Earned Income Tax Credit
Low-income families can save considerably by claiming the EITC. To quality for this credit for tax year 2014, you should have a Social Security Number and income below the following thresholds:
- $14,590 with no qualifying children. ($20,020 married filing jointly)
- $38,511 with one qualifying child ($43,941 married filing jointly)
- $43,756 with two qualifying children ($49,186 married filing jointly)
- $46,997 with three or more qualifying children ($52,427 married filing jointly)
Even if you owe no taxes, you can still claim this tax credit and receive a refund.
Child and Dependent Care Credit
You can claim this credit if you paid someone to care for your child/children, dependent or spouse while you were working or looking for work. If you are claiming a child/children, they must be under 13 years old. Your spouse or dependent must have lived with you for more than 6 months and must be physically incapable of caring for themselves.

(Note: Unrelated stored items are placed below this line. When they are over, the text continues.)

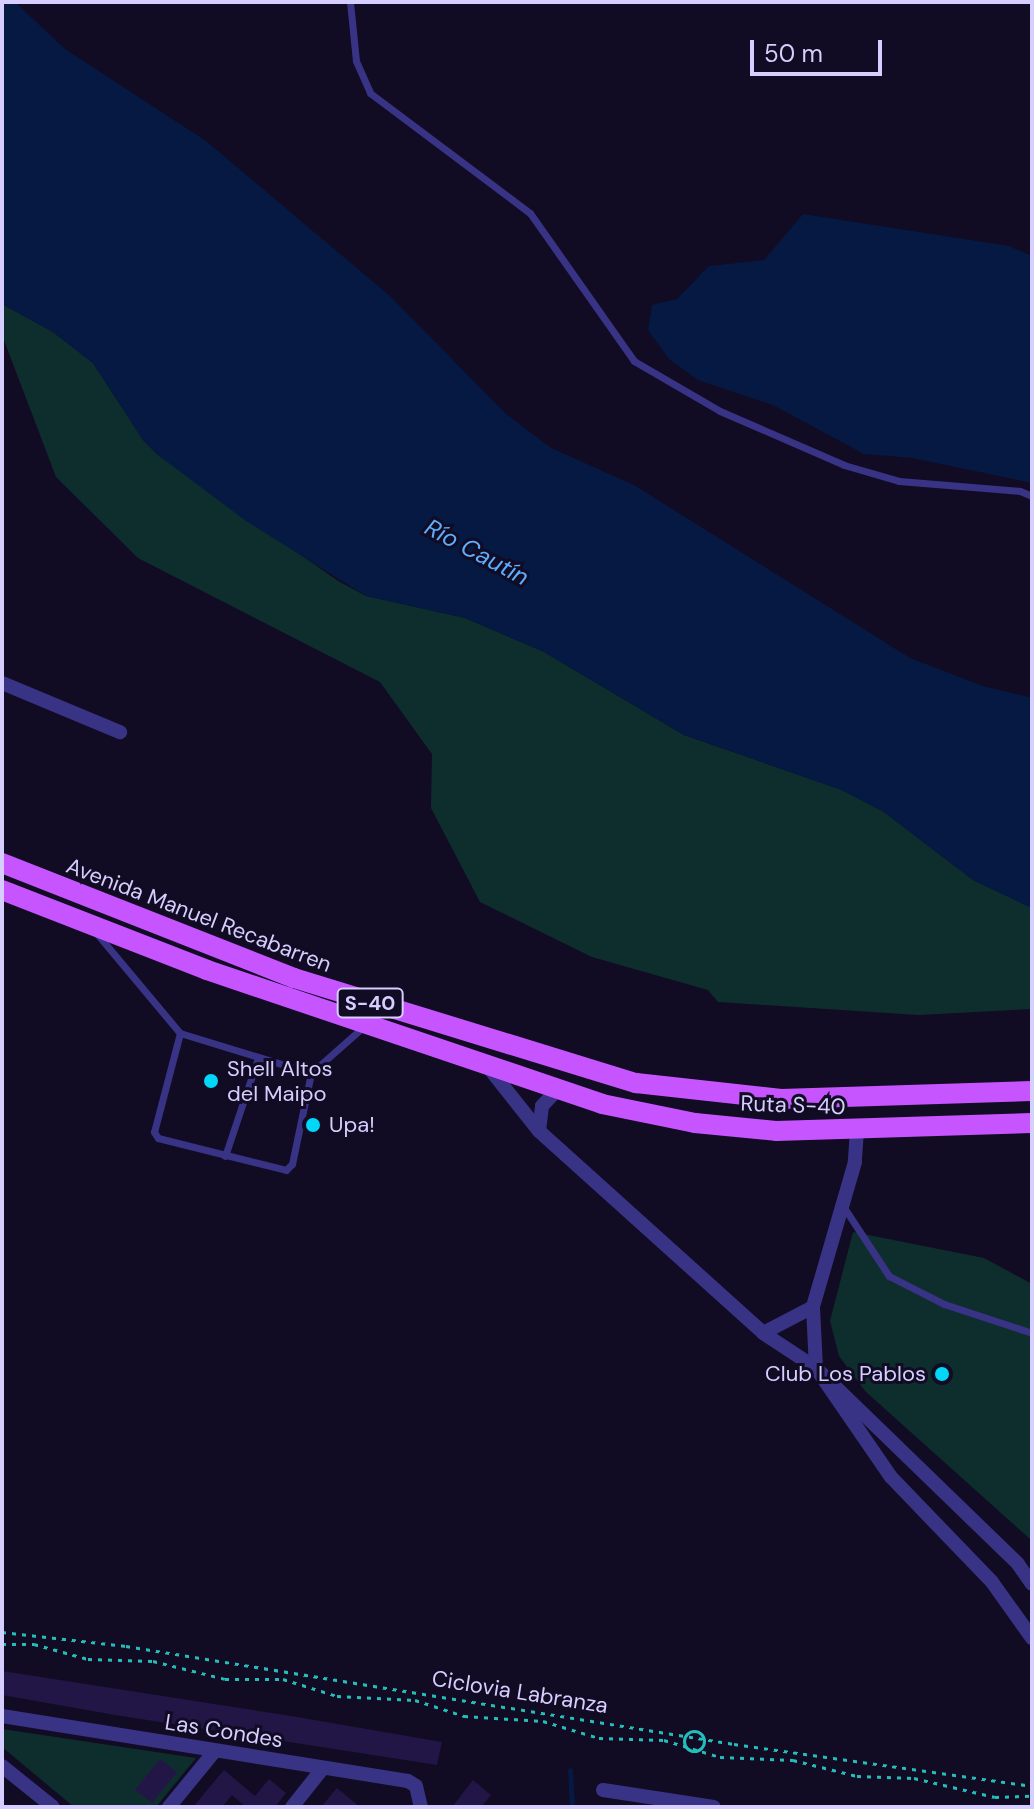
<!DOCTYPE html>
<html>
<head>
<meta charset="utf-8">
<style>
  body { margin:0 }
  #map { position:relative; width:1034px; height:1809px; overflow:hidden; background:#110c23; font-family:"DM Sans",sans-serif }
  div>[style] { position:absolute }
  .green>* { inset:0; background:#0e2e2e }
  .water>* { inset:0; background:#051943 }
  .stream>* { height:5px; margin:-2.5px; padding:0 2.5px; transform-origin:2.5px; border-radius:2.5px; background:#051943 }
  .building>* { inset:0; background:#221646 }
  .path>* { height:3px; margin-top:-1.5px; transform-origin:0; background:repeating-linear-gradient(90deg,#24bdba 0 4px,transparent 0 10px) }
  .path>.ring { margin:-1.5px; padding:0; box-sizing:content-box; background:none; border:3px solid #24bdba; border-radius:50% }
  .service>* { height:7px; margin:-3.5px; padding:0 3.5px; transform-origin:3.5px; border-radius:3.5px; background:#393386 }
  .minor>* { height:14px; margin:-7px; padding:0 7px; transform-origin:7px; border-radius:7px; background:#393386 }
  .primary>* { height:20px; margin:-10px; padding:0 10px; transform-origin:10px; border-radius:10px; background:#c655ff }
  .dots>* { width:22px; height:22px; translate:-50% -50%; box-sizing:border-box; border:4px solid #110c23; border-radius:50% }
  span { translate:-50% -50%; white-space:nowrap; text-align:center; line-height:1.15; -webkit-text-stroke:6px #110c23; paint-order:stroke }
  .shield-label span { padding:2px 6px; background:#110c23; border:2px solid; border-radius:6px; -webkit-text-stroke-width:0 }
  .shield-label { font-size:20px; color:#d6ceff; font-weight:700 }
  .street-label { font-size:22px; color:#d6ceff }
  .poi-label { font-size:22px; color:#d6ceff }
  .left { translate:0 -50%; text-align:left }
  .right { translate:-100% -50%; text-align:right }
  .water-label { font-size:24px; color:#5cadff; font-style:italic }
  .frame { position:absolute; inset:0; border:4px solid #d6ceff; pointer-events:none }
  .scale { position:absolute; left:750px; top:40px; width:132px; height:36px; box-sizing:border-box; border:4px solid #d6ceff; border-top:0; padding-left:10px; font-size:24px; line-height:28px; white-space:nowrap; color:#d6ceff; -webkit-text-stroke:6px #110c23; paint-order:stroke }
</style>
</head>
<body>
<div id="map">
  <div class="green">
    <i style="clip-path:polygon(2px 304px,53px 332px,93px 363px,143px 440px,158px 455px,338px 581px,366px 596px,465px 618px,544px 652px,684px 735px,842px 790px,884px 812px,973px 880px,1032px 908px,1032px 1009px,918px 1015px,718px 1002px,708px 990px,592px 957px,480px 902px,431px 808px,432px 754px,380px 682px,138px 558px,56px 477px,2px 335px)"></i>
    <i style="clip-path:polygon(853px 1232px,984px 1258px,1032px 1284px,1030px 1539px,865px 1391px,839px 1356px,830px 1321px)"></i>
    <i style="clip-path:polygon(2px 1729px,196px 1758px,156px 1807px,74px 1807px,2px 1747px)"></i>
  </div>
  <div class="water">
    <i style="clip-path:polygon(2px 2px,15px 2px,65px 49px,206px 141px,390px 296px,506px 414px,551px 448px,634px 485px,910px 658px,983px 686px,1032px 698px,1032px 908px,973px 880px,884px 812px,842px 790px,684px 735px,544px 652px,465px 618px,366px 596px,246px 521px,158px 455px,143px 440px,93px 363px,53px 332px,2px 304px)"></i>
    <i style="clip-path:polygon(803px 214px,1009px 246px,1032px 256px,1032px 483px,912px 458px,864px 454px,773px 405px,698px 380px,669px 359px,648px 330px,652px 305px,677px 299px,709px 266px,764px 260px)"></i>
  </div>
  <div class="stream">
    <i style="left:570px;top:1770px;width:37px;rotate:87deg"></i>
  </div>
  <div class="building">
    <i style="clip-path:polygon(2px 1671px,297px 1717px,442px 1742px,437px 1765px,115px 1715px,2px 1695px)"></i>
    <i style="clip-path:polygon(160px 1759px,177px 1772px,152px 1803px,135px 1790px)"></i>
    <i style="clip-path:polygon(224px 1770px,255px 1796px,269px 1779px,286px 1793px,275px 1807px,246px 1807px,232px 1795px,222px 1807px,193px 1807px)"></i>
    <i style="clip-path:polygon(473px 1780px,491px 1795px,481px 1807px,452px 1807px)"></i>
    <i style="clip-path:polygon(337px 1788px,360px 1807px,321px 1807px)"></i>
  </div>
  <div class="path">
    <i style="left:2px;top:1632px;width:125px;rotate:6.4deg"></i>
    <i style="left:126px;top:1646px;width:616px;rotate:9.16deg"></i>
    <i style="left:734px;top:1744px;width:301px;rotate:8deg"></i>
    <i style="left:2px;top:1644px;width:32px"></i>
    <i style="left:34px;top:1644px;width:56px;rotate:15.5deg"></i>
    <i style="left:88px;top:1659px;width:65px;rotate:1.8deg"></i>
    <i style="left:153px;top:1661px;width:74px;rotate:14deg"></i>
    <i style="left:225px;top:1679px;width:58px"></i>
    <i style="left:283px;top:1679px;width:57px;rotate:17.5deg"></i>
    <i style="left:337px;top:1696px;width:78px;rotate:2.9deg"></i>
    <i style="left:415px;top:1700px;width:52px;rotate:18.1deg"></i>
    <i style="left:464px;top:1716px;width:79px;rotate:3.6deg"></i>
    <i style="left:543px;top:1721px;width:59px;rotate:16.9deg"></i>
    <i style="left:599px;top:1738px;width:65px;rotate:1.8deg"></i>
    <i style="left:664px;top:1740px;width:59px;rotate:16.9deg"></i>
    <i style="left:720px;top:1757px;width:73px;rotate:2.4deg"></i>
    <i style="left:793px;top:1760px;width:66px;rotate:14deg"></i>
    <i style="left:857px;top:1776px;width:57px;rotate:2deg"></i>
    <i style="left:914px;top:1778px;width:83px;rotate:13.2deg"></i>
    <i style="left:995px;top:1797px;width:37px;rotate:-2deg"></i>
    <i class="ring" style="left:684px;top:1731px;width:17px;height:17px"></i>
  </div>
  <div class="service">
    <i style="left:350px;top:2px;width:59px;rotate:84.2deg"></i>
    <i style="left:356px;top:61px;width:35px;rotate:66deg"></i>
    <i style="left:370px;top:93px;width:200px;rotate:36.9deg"></i>
    <i style="left:530px;top:213px;width:181px;rotate:54.9deg"></i>
    <i style="left:634px;top:361px;width:99px;rotate:30.2deg"></i>
    <i style="left:720px;top:411px;width:135px;rotate:23.5deg"></i>
    <i style="left:844px;top:465px;width:57px;rotate:16.2deg"></i>
    <i style="left:899px;top:481px;width:121px;rotate:4.7deg"></i>
    <i style="left:1020px;top:491px;width:13px;rotate:23deg"></i>
    <i style="left:98px;top:935px;width:128px;rotate:50.1deg"></i>
    <i style="left:180px;top:1033px;width:137px;rotate:17deg"></i>
    <i style="left:311px;top:1073px;width:69px;rotate:-41.5deg"></i>
    <i style="left:180px;top:1033px;width:102px;rotate:104.7deg"></i>
    <i style="left:154px;top:1132px;width:7px;rotate:56deg"></i>
    <i style="left:158px;top:1138px;width:132px;rotate:14deg"></i>
    <i style="left:286px;top:1170px;width:8px;rotate:-45deg"></i>
    <i style="left:292px;top:1164px;width:93px;rotate:-78.2deg"></i>
    <i style="left:225px;top:1156px;width:103px;rotate:-71.4deg"></i>
    <i style="left:843px;top:1206px;width:84px;rotate:56.7deg"></i>
    <i style="left:889px;top:1276px;width:62px;rotate:27deg"></i>
    <i style="left:944px;top:1304px;width:93px;rotate:18.2deg"></i>
  </div>
  <div class="minor">
    <i style="left:2px;top:683px;width:128px;rotate:22.6deg"></i>
    <i style="left:489px;top:1068px;width:80px;rotate:51.6deg"></i>
    <i style="left:539px;top:1131px;width:302px;rotate:42deg"></i>
    <i style="left:763px;top:1333px;width:64px;rotate:33.4deg"></i>
    <i style="left:816px;top:1368px;width:281px;rotate:44.1deg"></i>
    <i style="left:1018px;top:1564px;width:24px;rotate:55deg"></i>
    <i style="left:857px;top:1130px;width:32px;rotate:94deg"></i>
    <i style="left:855px;top:1162px;width:151px;rotate:106.2deg"></i>
    <i style="left:813px;top:1307px;width:61px;rotate:87.2deg"></i>
    <i style="left:816px;top:1368px;width:132px;rotate:55.5deg"></i>
    <i style="left:891px;top:1477px;width:146px;rotate:46.1deg"></i>
    <i style="left:992px;top:1582px;width:69px;rotate:54.5deg"></i>
    <i style="left:539px;top:1131px;width:25px;rotate:-83deg"></i>
    <i style="left:542px;top:1106px;width:21px;rotate:-47deg"></i>
    <i style="left:763px;top:1333px;width:56px;rotate:-27.5deg"></i>
    <i style="left:2px;top:1716px;width:411px;rotate:9.1deg"></i>
    <i style="left:408px;top:1781px;width:9px;rotate:32deg"></i>
    <i style="left:416px;top:1786px;width:22px;rotate:77deg"></i>
    <i style="left:2px;top:1766px;width:65px;rotate:38.8deg"></i>
    <i style="left:603px;top:1790px;width:112px;rotate:8.7deg"></i>
    <i style="left:169px;top:1807px;width:71px;rotate:-50.7deg"></i>
    <i style="left:292px;top:1807px;width:50px;rotate:-51.5deg"></i>
  </div>
  <div class="primary">
    <i style="left:2px;top:863px;width:314px;rotate:21.5deg"></i>
    <i style="left:294px;top:978px;width:358px;rotate:17.1deg"></i>
    <i style="left:636px;top:1083px;width:146px;rotate:6.3deg"></i>
    <i style="left:781px;top:1099px;width:251px;rotate:-1.8deg"></i>
    <i style="left:2px;top:890px;width:220px;rotate:21.3deg"></i>
    <i style="left:207px;top:970px;width:417px;rotate:18.7deg"></i>
    <i style="left:602px;top:1104px;width:95px;rotate:11.5deg"></i>
    <i style="left:695px;top:1123px;width:81px;rotate:5.6deg"></i>
    <i style="left:776px;top:1131px;width:256px;rotate:-1.8deg"></i>
  </div>
  <div class="dots">
    <i style="left:211px;top:1081px;background:#00d7f9"></i>
    <i style="left:313px;top:1125px;background:#00d7f9"></i>
    <i style="left:942px;top:1374px;background:#00d7f9"></i>
  </div>
  <div class="shield-label">
    <span style="left:370px;top:1003px">S-40</span>
  </div>
  <div class="street-label">
    <span style="left:199px;top:915px;rotate:21deg">Avenida Manuel Recabarren</span>
    <span style="left:793px;top:1105px;rotate:2deg">Ruta S-40</span>
    <span style="left:520px;top:1692px;rotate:9deg">Ciclovia Labranza</span>
    <span style="left:224px;top:1731px;rotate:9deg">Las Condes</span>
  </div>
  <div class="poi-label">
    <span class="left" style="left:227px;top:1081px">Shell Altos<br>del Maipo</span>
    <span class="left" style="left:329px;top:1125px">Upa!</span>
    <span class="right" style="left:926px;top:1374px">Club Los Pablos</span>
  </div>
  <div class="water-label">
    <span style="left:477px;top:552px;rotate:28deg">Río Cautín</span>
  </div>
  <div class="frame"></div>
  <div class="scale">50 m</div>
</div>
</body>
</html>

The Child and Dependent Care Credit is worth between 20 and 35% of your allowable expenses. You can claim a maximum of $3,000 for the care of one qualifying person. For two or more people, the maximum limit is $6,000.
Credit for the Elderly or the Disabled
Those aged 65 or above, or retired permanently due to a total disability, can reduce their taxes between $3,750 and $7,500 by claiming this tax credit. The credit can only be claimed if you file Form 1040 or Form 1040A. This credit cannot be taken if you file Form 1040EZ or Form 1040NR.
Home Office Deduction
If you use a part of your home exclusively for business purposes, you may be eligible for the home office deduction. You can deduct mortgage interest, insurance, depreciation for the office area, repairs, etc. It is essential that the area you claim is used solely for business.